Selected lecture / Moral Machines The Ethics and Politics of the Digital Worlds Conference, University of Helsinki, 7.3.2019

‘Going Smart’: The Politics and Ethics of Resilient Smart Machines

The dawn of the 21st century has confronted humanity with natural disasters caused by environmental changes, and with a new kinds of global terrorist threats. In order to enhance the resilience of systems which might be confronted in the future with natural or ‘man-made’ disasters, ‘smart’ practices involving sophisticated digital technologies based on big data, have been developed. They operate in real time, integrate data from diverse sources and incorporate applications of artificial intelligence, image processing and advanced communication and sensing technologies.

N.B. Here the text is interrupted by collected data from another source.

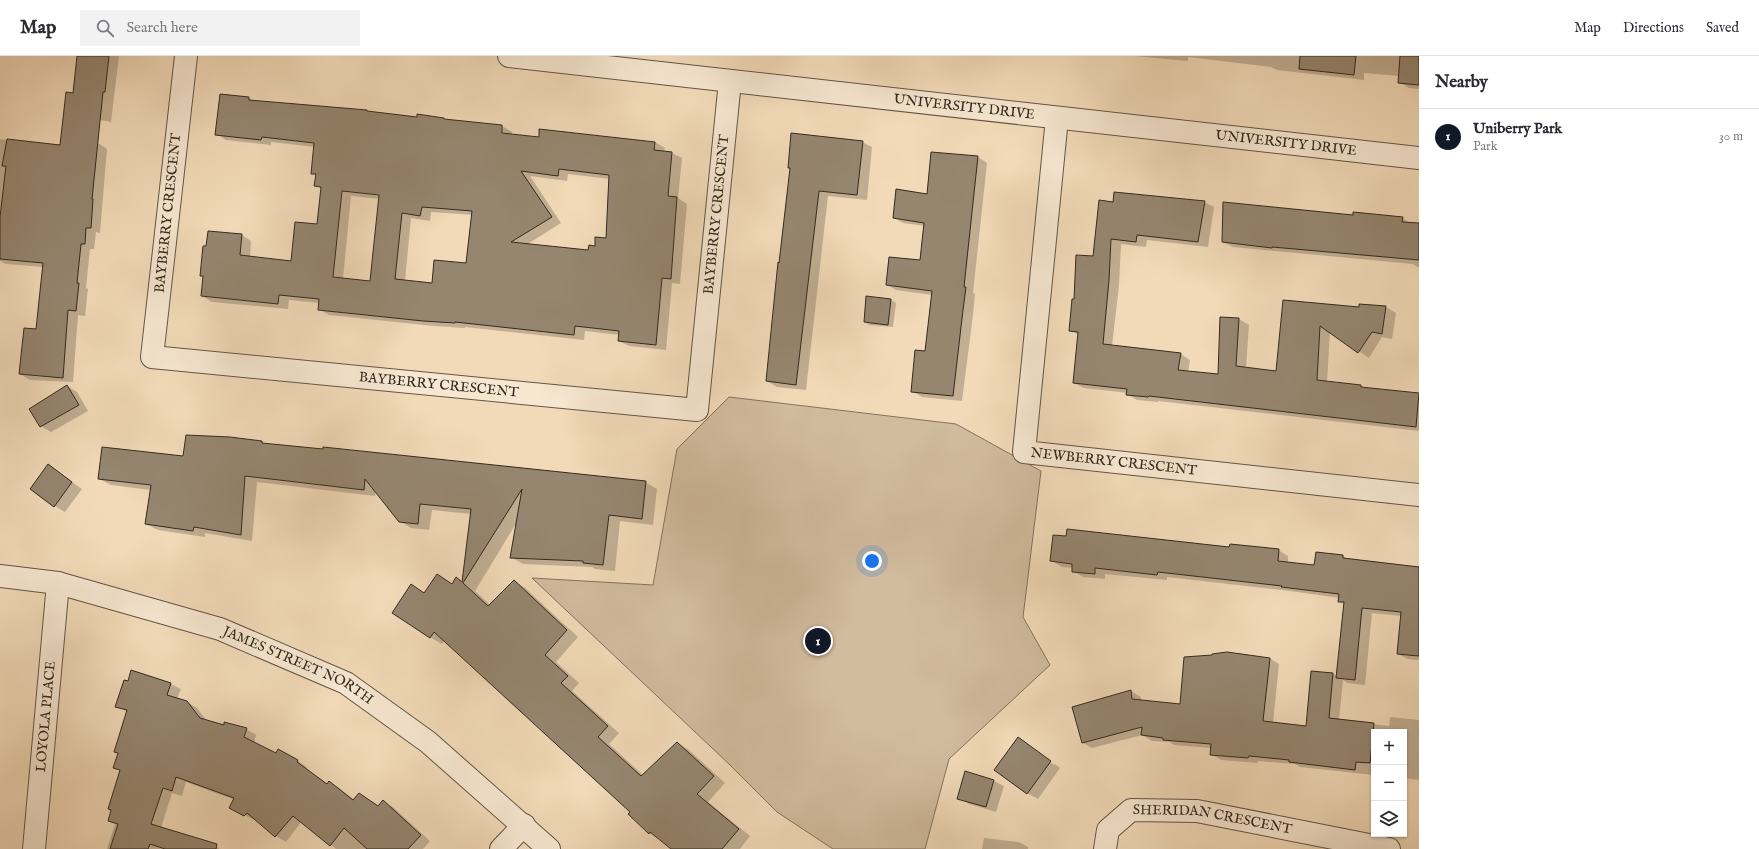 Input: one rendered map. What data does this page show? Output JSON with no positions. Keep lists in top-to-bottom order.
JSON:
{
  "streets": {
    "street": [
      "UNIVERSITY DRIVE",
      "BAYBERRY CRESCENT",
      "NEWBERRY CRESCENT",
      "JAMES STREET NORTH",
      "LOYOLA PLACE",
      "SHERIDAN CRESCENT"
    ]
  },
  "crossings": [
    ["UNIVERSITY DRIVE", "BAYBERRY CRESCENT"],
    ["UNIVERSITY DRIVE", "NEWBERRY CRESCENT"],
    ["JAMES STREET NORTH", "LOYOLA PLACE"]
  ],
  "page": {
    "header": "Map",
    "search": "Search here",
    "nav": ["Map", "Directions", "Saved"],
    "heading": "Nearby",
    "list": [
      {
        "mark": "1",
        "name": "Uniberry Park",
        "note": "Park",
        "value": "30 m"
      }
    ],
    "pins": "1",
    "map_buttons": ["+", "−"]
  }
}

These new ‘machines’ adopt cybernetic rationality that avoids causality (as well as the need to acknowledge motivations, beliefs and ideologies that shape actual behaviour) and thus, seemingly, deprive from them their ethical dimensions. They give primacy to remote management and elude direct confrontation with problems evolving in real space. In many cases, personal information which is being collected using biometric technologies, is utilized for further physical and cognitive control measures, in military, civil and commercial contexts. Since they are addressed to prevent future threats, they function as a general strategy for managing situations of uncertainty, applying predication practices based on algorithmic and quantitative methods. Such tools produce feedback-loops that can reinforce and deepen states of social inequality and discrimination between populations, while maintaining economic and political interests.

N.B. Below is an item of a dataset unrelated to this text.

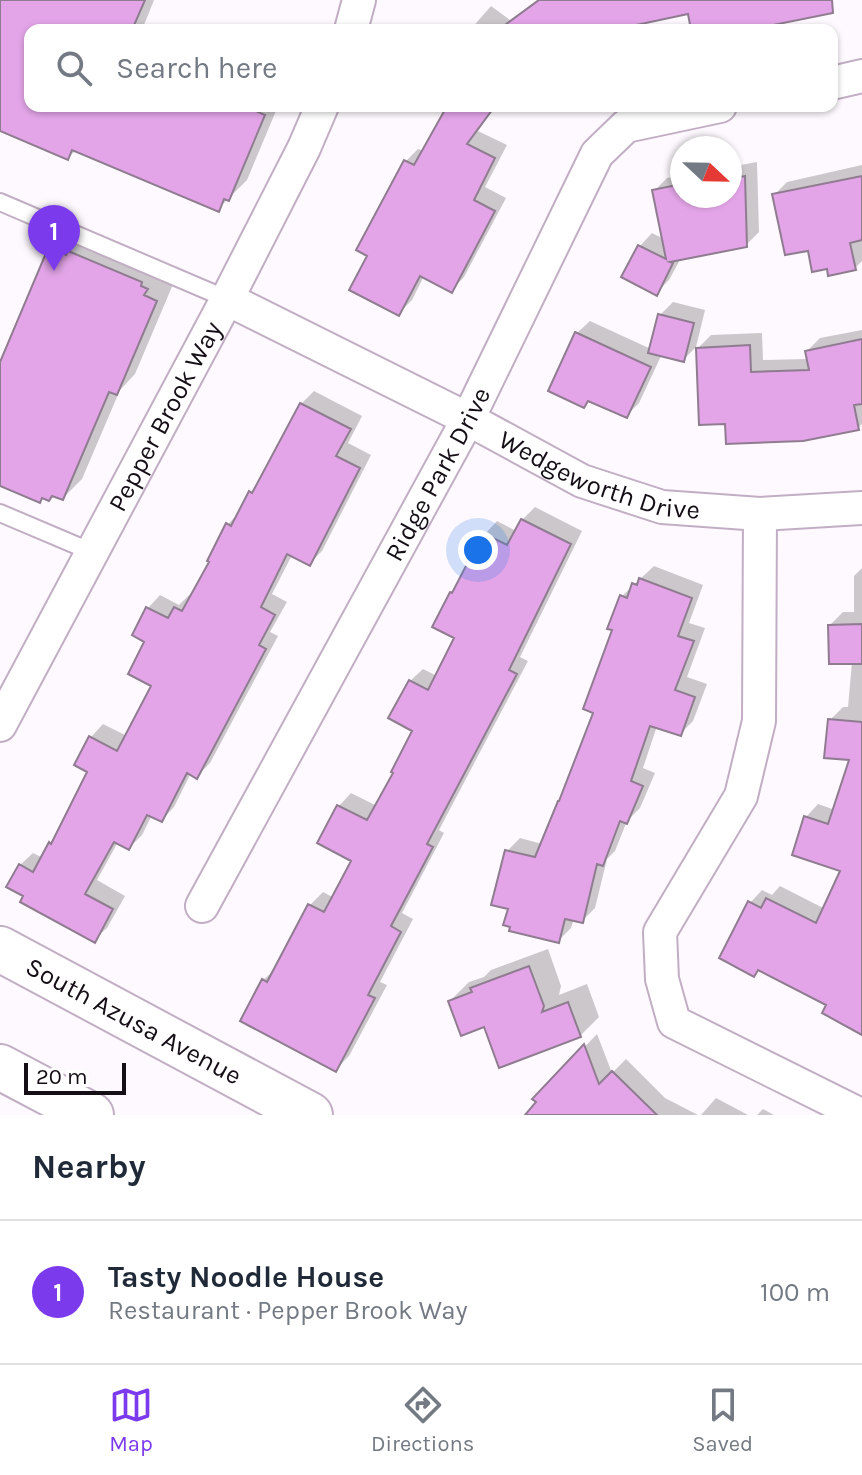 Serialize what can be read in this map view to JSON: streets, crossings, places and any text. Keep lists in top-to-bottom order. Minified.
{"streets":{"main road":["South Azusa Avenue"],"street":["Pepper Brook Way","Wedgeworth Drive","Ridge Park Drive"]},"crossings":[["Pepper Brook Way","Wedgeworth Drive"],["Wedgeworth Drive","Ridge Park Drive"]],"scale_bar":"20 m","north":"right","page":{"search":"Search here","pins":"1","scale":"20 m","heading":"Nearby","list":[{"mark":"1","name":"Tasty Noodle House","note":"Restaurant · Pepper Brook Way","value":"100 m"}],"nav":["Map","Directions","Saved"]}}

In this paper, with extensive reference to the concepts of resilience and the Anthropocene, and with regard to Foucault’s notion of ‘disciplinary society’ and Gilles Deleuze’s conception of the ‘society of control,’ I examine the political and moral implications of this new type of ‘machine’. Relating to design and art projects in these contexts, I demonstrate how strategies for the prevention of disasters shape the fabric of our daily life, creating new norms, while redefining basic concepts regarding citizenship and governmentality and the relations between man and his environment.